Bizim için “tehlike ve risk oluşturacaklar” listesi hazırlarken birkaç ana başlık hakkında tanımlama yapmakta fayda var. Afet nedir? Ülkemizde yaşanan afetler ve olası zararları nelerdir? Tehlike ve risk arasındaki fark nedir? Tehlikeleri önleyebilir miyiz ya da riskleri?

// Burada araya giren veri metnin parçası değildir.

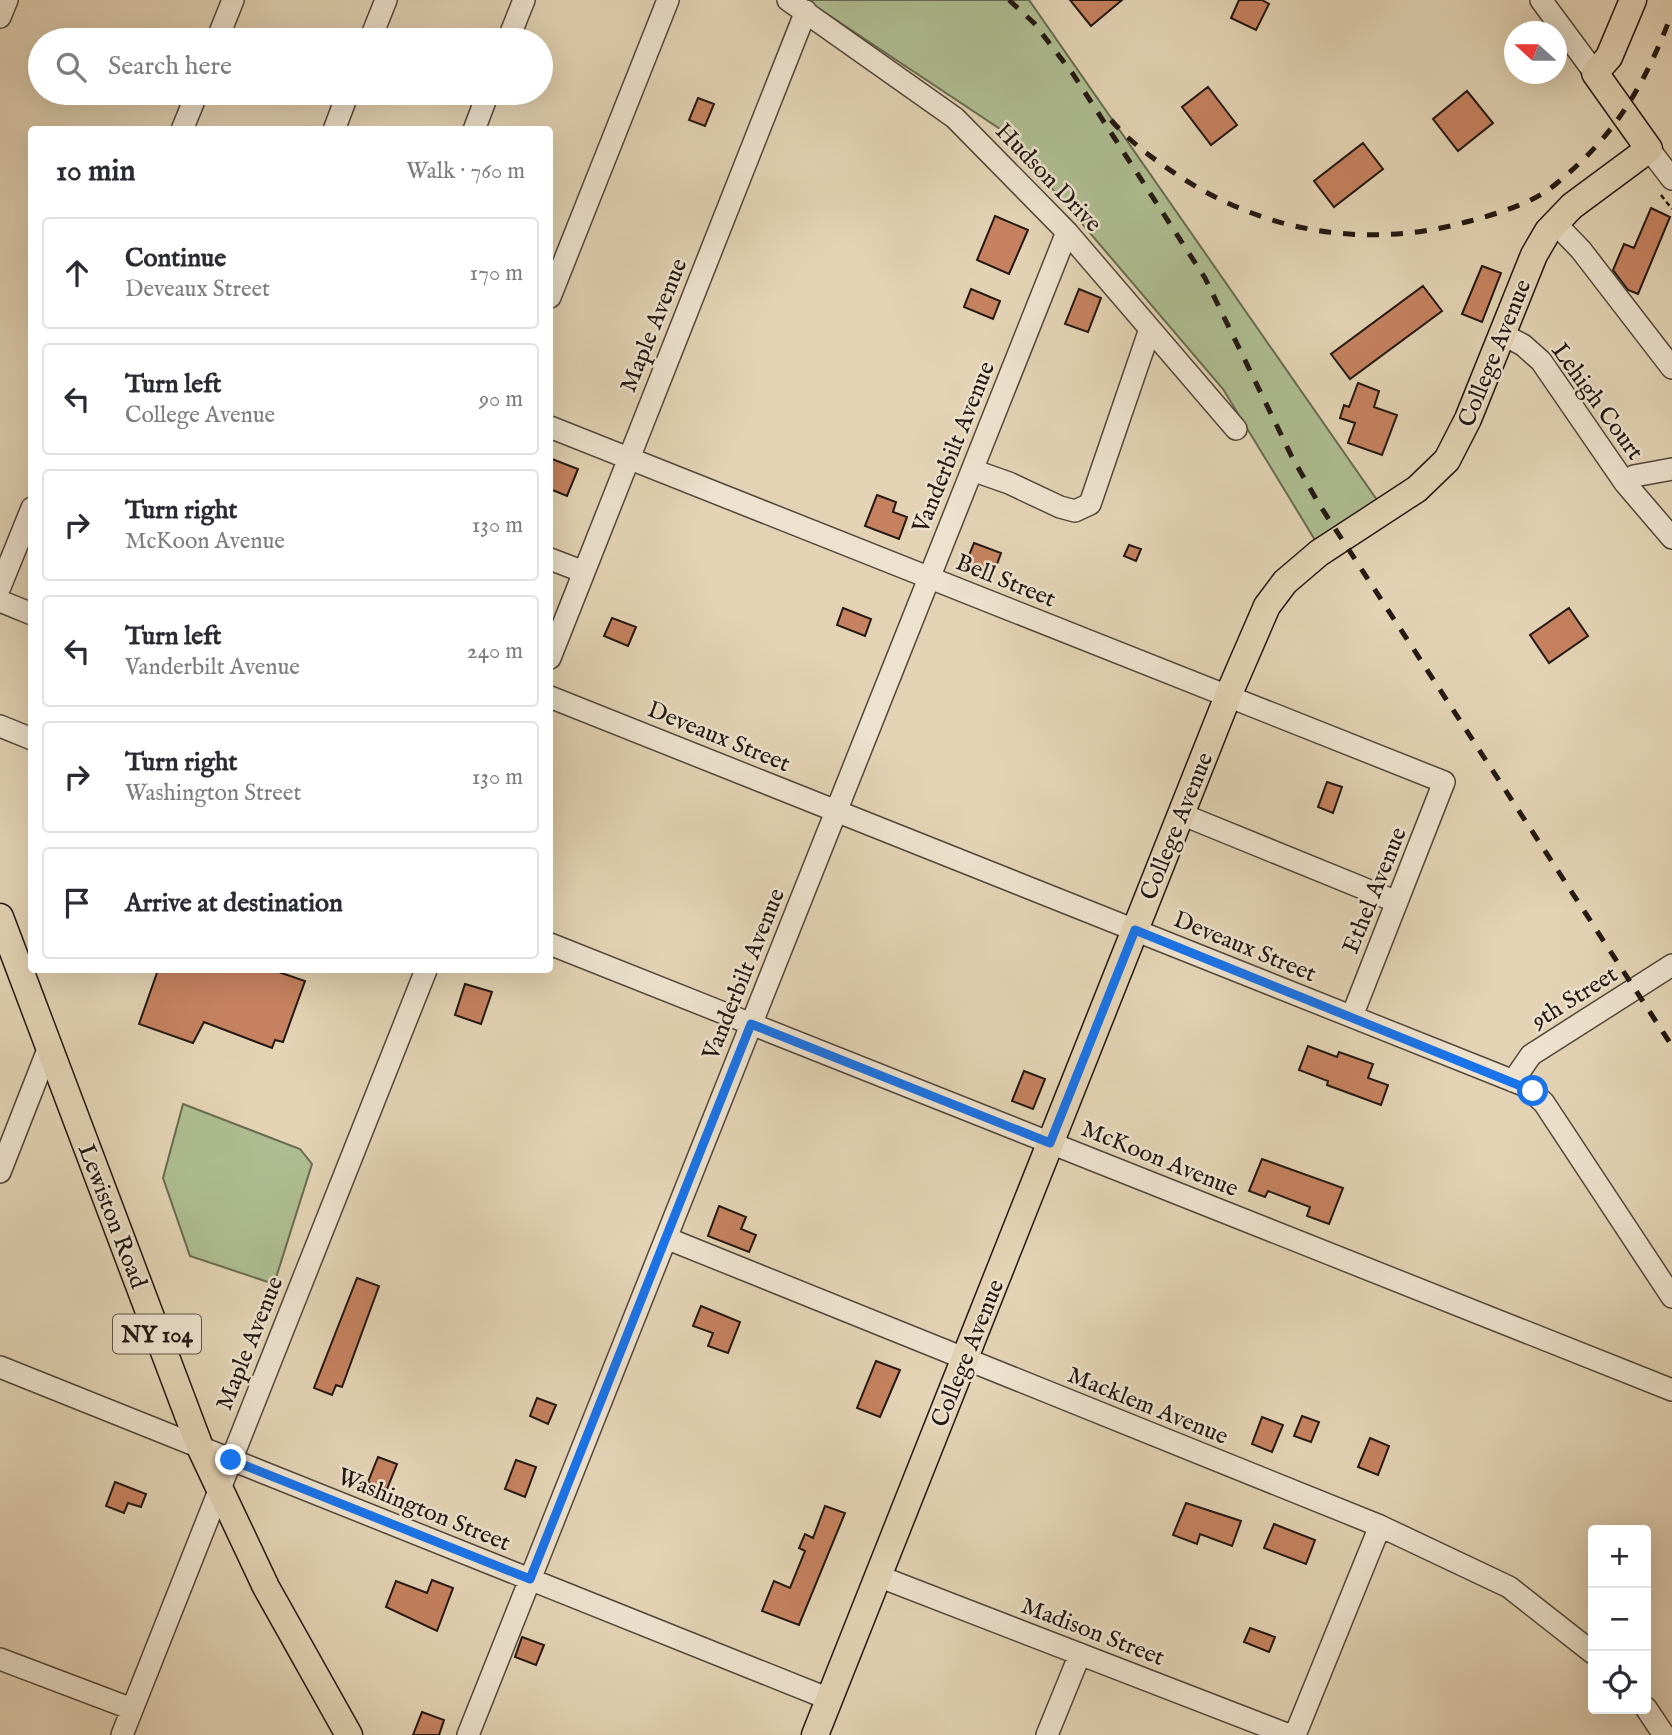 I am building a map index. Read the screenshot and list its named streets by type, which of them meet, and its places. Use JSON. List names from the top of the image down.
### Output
{
  "streets": {
    "main road": ["College Avenue", "Lewiston Road", "NY 104"],
    "street": [
      "Hudson Drive",
      "Maple Avenue",
      "Lehigh Court",
      "Vanderbilt Avenue",
      "Bell Street",
      "Deveaux Street",
      "Ethel Avenue",
      "9th Street",
      "McKoon Avenue",
      "Macklem Avenue",
      "Washington Street",
      "Madison Street"
    ]
  },
  "crossings": [
    ["Hudson Drive", "Maple Avenue"],
    ["Hudson Drive", "Vanderbilt Avenue"],
    ["Maple Avenue", "Bell Street"],
    ["Maple Avenue", "Lewiston Road"],
    ["Maple Avenue", "Washington Street"],
    ["College Avenue", "Lehigh Court"],
    ["College Avenue", "Bell Street"],
    ["College Avenue", "Deveaux Street"],
    ["College Avenue", "McKoon Avenue"],
    ["College Avenue", "Macklem Avenue"],
    ["College Avenue", "Washington Street"],
    ["College Avenue", "Madison Street"],
    ["Vanderbilt Avenue", "Bell Street"],
    ["Vanderbilt Avenue", "Deveaux Street"],
    ["Vanderbilt Avenue", "McKoon Avenue"],
    ["Vanderbilt Avenue", "Macklem Avenue"],
    ["Vanderbilt Avenue", "Washington Street"],
    ["Bell Street", "Ethel Avenue"],
    ["Deveaux Street", "Ethel Avenue"],
    ["Deveaux Street", "9th Street"],
    ["Lewiston Road", "Washington Street"]
  ],
  "north": "left",
  "page": {
    "search": "Search here",
    "heading": ["10 min", "Walk · 760 m"],
    "list": [
      ["Continue", "Deveaux Street", "170 m"],
      ["Turn left", "College Avenue", "90 m"],
      ["Turn right", "McKoon Avenue", "130 m"],
      ["Turn left", "Vanderbilt Avenue", "240 m"],
      ["Turn right", "Washington Street", "130 m"],
      "Arrive at destination"
    ],
    "map_buttons": ["+", "−"]
  }
} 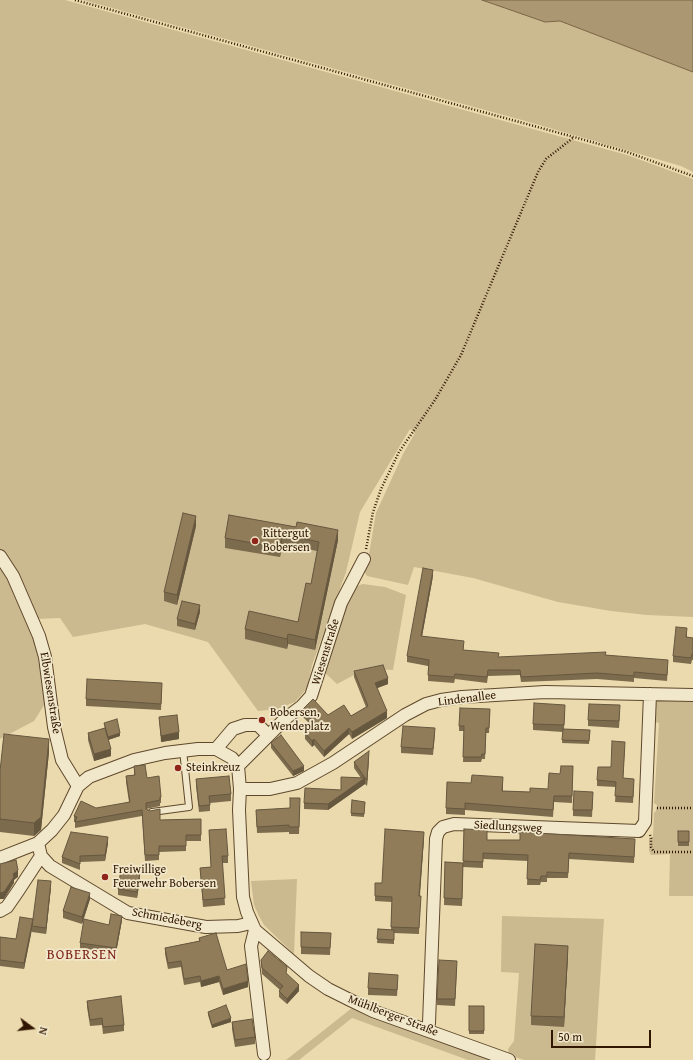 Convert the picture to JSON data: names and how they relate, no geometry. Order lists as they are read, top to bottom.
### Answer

Afetler; yol açtığı kayıplar itibariyle insanların normal faaliyetlerini ve hayatın doğal akışını kesintiye uğratan veya durduran olaylardır. Doğal, insan kökenli veya teknoloji kaynaklı olabilmektedir. Afetlerin ortak özelliği nerede, ne zaman ve hangi şartlarda meydana geleceği kesin olarak ön görülemediği gibi etkileri de benzerlik göstermektedir.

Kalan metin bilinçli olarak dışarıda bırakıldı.